The mechanic is simple. You pay your EOR in USD, EUR, or GBP. Your employees are paid in MXN, BRL, INR, or any other local currency. The conversion between those two currencies happens somewhere in the cost stack, and the EOR pockets the spread between the rate they get on the wholesale market and the rate they charge you. That spread — typically 1–3%, but ranging from 0% to 5%+ across the industry — is the FX markup. On $100,000/month of local-currency payroll, a 3% spread is $36,000 per year. A 1% spread is $12,000. The difference is $24,000 per year, invisible in the headline numbers.
Most buyers never think to ask, because FX is not framed as a fee. The quote does not call it FX markup. The contract typically does not specify a rate methodology. The invoice shows a billing-currency total without the conversion math. And the provider's sales team is trained not to volunteer information that does not get asked for. This post explains how FX markup works mechanically, why it stays hidden, what it actually costs, where it hides in your quote, and how to negotiate it down or out before signing. Pair with the quote decoder and the negotiation playbook for the full procurement workflow.
How EOR FX markup actually works
The mechanic in three steps. First, the EOR receives your payment in billing currency (USD, EUR, GBP) covering gross salaries, employer statutory, benefits, and service fee — denominated in your currency even though the underlying payments will be made in local currencies. Second, the EOR converts the local-currency cost into your billing currency at an FX rate it sets at its own discretion, within the contractual language. Third, when payment is received, the EOR converts back to local currency through its bank or treasury operations, capturing the spread between the wholesale rate it gets and the rate it charged you.
The wholesale rate the EOR receives sits very close to the mid-market rate — the rate at which banks trade currencies with each other, which Bloomberg, XE, OFX, and Reuters publish in real time. That is the floor. The rate the EOR charges you sits above that floor by some spread, and the spread is the markup. The flow, stage by stage:
Mid-market rate — the interbank rate published by XE, Bloomberg, and OFX. This is what banks pay each other on the wholesale market.

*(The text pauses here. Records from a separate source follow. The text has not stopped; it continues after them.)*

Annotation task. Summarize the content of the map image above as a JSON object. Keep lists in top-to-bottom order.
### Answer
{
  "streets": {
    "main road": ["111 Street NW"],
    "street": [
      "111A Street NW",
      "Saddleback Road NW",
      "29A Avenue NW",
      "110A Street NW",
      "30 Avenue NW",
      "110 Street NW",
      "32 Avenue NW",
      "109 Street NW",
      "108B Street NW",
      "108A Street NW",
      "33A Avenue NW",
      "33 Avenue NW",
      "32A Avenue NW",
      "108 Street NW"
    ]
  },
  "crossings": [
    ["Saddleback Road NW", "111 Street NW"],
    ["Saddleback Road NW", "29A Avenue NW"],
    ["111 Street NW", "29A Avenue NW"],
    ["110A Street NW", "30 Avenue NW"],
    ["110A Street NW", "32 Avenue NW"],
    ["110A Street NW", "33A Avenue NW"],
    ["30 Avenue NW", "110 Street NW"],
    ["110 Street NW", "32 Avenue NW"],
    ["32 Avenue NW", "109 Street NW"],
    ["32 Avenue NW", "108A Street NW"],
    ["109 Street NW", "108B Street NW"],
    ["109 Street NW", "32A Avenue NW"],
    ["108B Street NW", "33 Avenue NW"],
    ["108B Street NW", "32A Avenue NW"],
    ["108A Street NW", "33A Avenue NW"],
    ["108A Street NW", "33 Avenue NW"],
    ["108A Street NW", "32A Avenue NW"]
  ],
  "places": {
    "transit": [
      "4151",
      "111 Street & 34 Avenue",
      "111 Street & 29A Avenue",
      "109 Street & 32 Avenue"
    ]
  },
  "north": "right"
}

EOR wholesale rate — mid-market + 0–30 basis points. This is what the EOR's treasury actually receives when it converts.
EOR retail rate — mid-market + the disclosed spread (the markup). This is the rate you are billed at on your invoice.
FX margin — retail rate minus wholesale rate. This is the EOR's FX revenue on every transaction.
The spread is the provider's FX margin. It ranges from 0% (Deel publishes a mid-market policy) to 5%+ (some legacy providers). Most providers sit in the 1.5–3% range. The number is rarely stated in plain language; it is typically embedded in contract clauses vague enough to permit discretion — "prevailing market rate," "bank rate," "conversion at the applicable exchange rate" — rather than a specific methodology.
Why providers do not disclose FX markup
Five reasons FX stays in the background of every EOR sales conversation.
The margin is large enough to matter. For a provider running $10M+ in monthly cross-currency payroll volume, a 2% spread is $200,000+ per month in pure margin. Disclosing the rate methodology and committing to a specific spread surrenders meaningful margin to negotiation. The incentive to keep it discretionary is real.
The discretion is operational, not just commercial. A provider that quotes a fixed spread loses flexibility to manage treasury risk, hedging costs, and operational overhead — especially in volatile-currency markets. Some of the discretionary language is genuine operational flexibility rather than pure margin grab. The buyer cannot easily tell which.
Comparison is harder when FX is bundled. If providers disclosed FX spreads explicitly, buyers could compare them directly the way they compare headline service fees. As long as FX is folded into the billing-currency total, apples-to-apples comparison requires the buyer to do manual reverse-engineering most buyers will not do.
Buyers rarely ask. Procurement teams are trained to negotiate on the headline service fee. Few are trained to ask about FX, fewer to demand specific numbers in writing, and fewer still to insist on contract language that locks the spread methodology, the timing, and the per-currency uniformity.
The fee is not easily auditable after the fact. Without the rate methodology in the contract, the invoice arrives in billing currency and the buyer cannot reconstruct what rate was applied. Even with the methodology disclosed, auditing each invoice against historical FX data takes work, and most buyers do not.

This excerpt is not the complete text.